W3C home > Mailing lists > Public > public-html-a11y@w3.org > April 2012

Re: video and long text descriptions / transcripts

From: Silvia Pfeiffer <silviapfeiffer1@gmail.com>
Date: Wed, 11 Apr 2012 22:11:29 +1000
Message-ID: <CAHp8n2mpAqr=tZ7nKcc47WFCkPafuBm-+yY9Bs4nYKEJ4i5SnQ@mail.gmail.com>
To: John Foliot <john@foliot.ca>
Cc: David Singer <singer@apple.com>, HTML Accessibility Task Force <public-html-a11y@w3.org>
On Wed, Apr 11, 2012 at 2:37 AM, John Foliot <john@foliot.ca> wrote:
> Silvia Pfeiffer wrote:
>> Interesting. I would have thought that the idea of the long
>> description link is indeed to provide a link to such an "alt format".
>> How else is blind person to understand what's in an image? Or a
>> deaf-blind user what's in a video? Is this really not what we want
>> from the long description???
> The goal of informing the user is correct. The mechanism is incorrect. A
> Long Description has been long ago scoped and defined:
>        "An object's AccessibleDescription property provides a textual
> description about an object's visual appearance. The description is
> primarily used to provide greater context for low-vision or blind users, but
> can also be used for context searching or other applications."
> [source:
> http://msdn.microsoft.com/en-us/library/system.windows.forms.control.accessi
> bledescription.aspx]
> The transcript does more than provide a textual description about the visual
> appearance, it is a textual alternative to the actual video itself, in its
> entirety. It is not "contextual" information, it is a verbatim
> transcription, including dialog and significant audio clues (i.e.
> [clapping]). While not a perfect analogy, the video Long Description should
> be more of a synopsis or summary. This confusion (BTW) is also at the root
> of the @poster issue (where the non-sighted user wants a contextual
> description of the *image*, not the video).
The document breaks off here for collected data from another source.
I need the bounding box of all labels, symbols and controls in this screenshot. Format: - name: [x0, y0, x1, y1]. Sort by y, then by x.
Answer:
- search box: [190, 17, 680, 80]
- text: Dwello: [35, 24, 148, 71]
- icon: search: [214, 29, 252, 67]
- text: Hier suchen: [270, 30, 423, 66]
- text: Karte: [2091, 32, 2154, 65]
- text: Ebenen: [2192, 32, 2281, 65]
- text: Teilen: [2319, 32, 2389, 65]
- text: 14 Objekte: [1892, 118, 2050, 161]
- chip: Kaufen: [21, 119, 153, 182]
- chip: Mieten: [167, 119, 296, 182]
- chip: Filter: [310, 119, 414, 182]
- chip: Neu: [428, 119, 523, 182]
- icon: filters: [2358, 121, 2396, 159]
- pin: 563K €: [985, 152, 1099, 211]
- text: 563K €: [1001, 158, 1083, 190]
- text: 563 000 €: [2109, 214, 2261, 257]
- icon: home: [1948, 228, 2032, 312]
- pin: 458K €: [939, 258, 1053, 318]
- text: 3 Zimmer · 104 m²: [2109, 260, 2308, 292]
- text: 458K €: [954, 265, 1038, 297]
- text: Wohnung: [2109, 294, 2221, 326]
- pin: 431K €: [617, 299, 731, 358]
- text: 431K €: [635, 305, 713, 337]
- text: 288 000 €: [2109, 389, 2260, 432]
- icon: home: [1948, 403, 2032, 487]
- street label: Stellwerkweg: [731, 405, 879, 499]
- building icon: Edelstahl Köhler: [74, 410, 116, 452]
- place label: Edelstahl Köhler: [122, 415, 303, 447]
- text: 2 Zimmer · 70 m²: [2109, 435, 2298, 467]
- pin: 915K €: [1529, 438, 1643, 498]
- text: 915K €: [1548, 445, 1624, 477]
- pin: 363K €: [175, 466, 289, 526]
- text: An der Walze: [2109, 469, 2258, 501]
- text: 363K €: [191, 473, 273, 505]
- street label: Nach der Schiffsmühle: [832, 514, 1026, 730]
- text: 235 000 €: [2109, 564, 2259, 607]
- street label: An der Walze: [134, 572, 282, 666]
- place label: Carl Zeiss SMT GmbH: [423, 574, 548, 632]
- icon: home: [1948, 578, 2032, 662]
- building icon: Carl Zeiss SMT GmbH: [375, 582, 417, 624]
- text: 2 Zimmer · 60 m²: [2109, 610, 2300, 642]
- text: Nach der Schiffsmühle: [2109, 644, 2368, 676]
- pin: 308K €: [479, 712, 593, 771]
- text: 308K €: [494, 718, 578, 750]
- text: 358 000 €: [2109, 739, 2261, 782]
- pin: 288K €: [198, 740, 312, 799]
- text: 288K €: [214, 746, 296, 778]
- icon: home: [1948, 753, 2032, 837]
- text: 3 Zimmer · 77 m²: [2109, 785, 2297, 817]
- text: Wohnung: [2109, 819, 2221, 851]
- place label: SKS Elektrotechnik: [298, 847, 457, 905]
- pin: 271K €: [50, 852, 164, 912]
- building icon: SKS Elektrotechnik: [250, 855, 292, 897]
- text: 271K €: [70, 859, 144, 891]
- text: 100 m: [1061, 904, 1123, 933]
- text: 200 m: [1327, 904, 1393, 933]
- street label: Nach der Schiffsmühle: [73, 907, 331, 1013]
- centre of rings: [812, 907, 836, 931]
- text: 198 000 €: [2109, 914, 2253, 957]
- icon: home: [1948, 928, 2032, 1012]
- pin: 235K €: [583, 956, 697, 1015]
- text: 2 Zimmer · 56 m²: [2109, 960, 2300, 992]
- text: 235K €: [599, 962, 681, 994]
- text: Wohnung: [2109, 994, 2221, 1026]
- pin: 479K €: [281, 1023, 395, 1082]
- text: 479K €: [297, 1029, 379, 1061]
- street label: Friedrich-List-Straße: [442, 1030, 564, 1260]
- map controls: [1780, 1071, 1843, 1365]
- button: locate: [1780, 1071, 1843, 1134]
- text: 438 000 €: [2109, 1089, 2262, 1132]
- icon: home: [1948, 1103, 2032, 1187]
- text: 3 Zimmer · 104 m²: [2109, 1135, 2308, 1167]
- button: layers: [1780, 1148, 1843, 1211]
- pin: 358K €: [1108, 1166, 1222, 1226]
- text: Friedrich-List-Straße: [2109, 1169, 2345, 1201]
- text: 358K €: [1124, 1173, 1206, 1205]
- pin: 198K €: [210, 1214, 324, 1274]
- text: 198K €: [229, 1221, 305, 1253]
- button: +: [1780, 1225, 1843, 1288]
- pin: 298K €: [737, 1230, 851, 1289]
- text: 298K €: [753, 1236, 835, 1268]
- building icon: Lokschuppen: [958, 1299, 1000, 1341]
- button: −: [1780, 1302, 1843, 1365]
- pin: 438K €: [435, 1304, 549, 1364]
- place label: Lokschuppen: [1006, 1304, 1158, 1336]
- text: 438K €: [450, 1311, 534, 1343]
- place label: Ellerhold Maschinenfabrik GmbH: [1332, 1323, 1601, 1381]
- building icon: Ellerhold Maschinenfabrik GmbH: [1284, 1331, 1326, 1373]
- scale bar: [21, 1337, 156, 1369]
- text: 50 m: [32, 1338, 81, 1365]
I do not see a need for a long description of this type on video.
Every video that is published online and that I have every seen has
had some text associated with it which is a summary of the video meant
to tell the user what it is that they are expecting. This can be
sufficiently provided through @aria-describedby.

In contrast, what we do *not* have is a textual alternative of the
video for deaf-blind users (and anyone else who prefers to read the
text over viewing the video).

> In fact I have been consistent about
> all of the following:
>  * Short name (AccName) for the video  - perhaps @alt, or aria-labelledby
> or aria-label.

Agreed: we can get that from @aria-label .

>  * Long Description (a.k.a. contextual description) for the VIDEO - perhaps
> @longdesc, or aria-describedby or aria-describedat.

We can get that from @aria-describedby.

>  * Long Description (a.k.a. contextual description) for the IMAGE (when
> specified by @poster) - I have proposed <firstframe> a.k.a. <poster> which
> was rejected; currently in discussion with the ARIA WG on an aria-poster or
> aria-background attribute.

We don't need anything new for this: it is part of @aria-label (for a
short description) and @aria-describedby (for a longer one).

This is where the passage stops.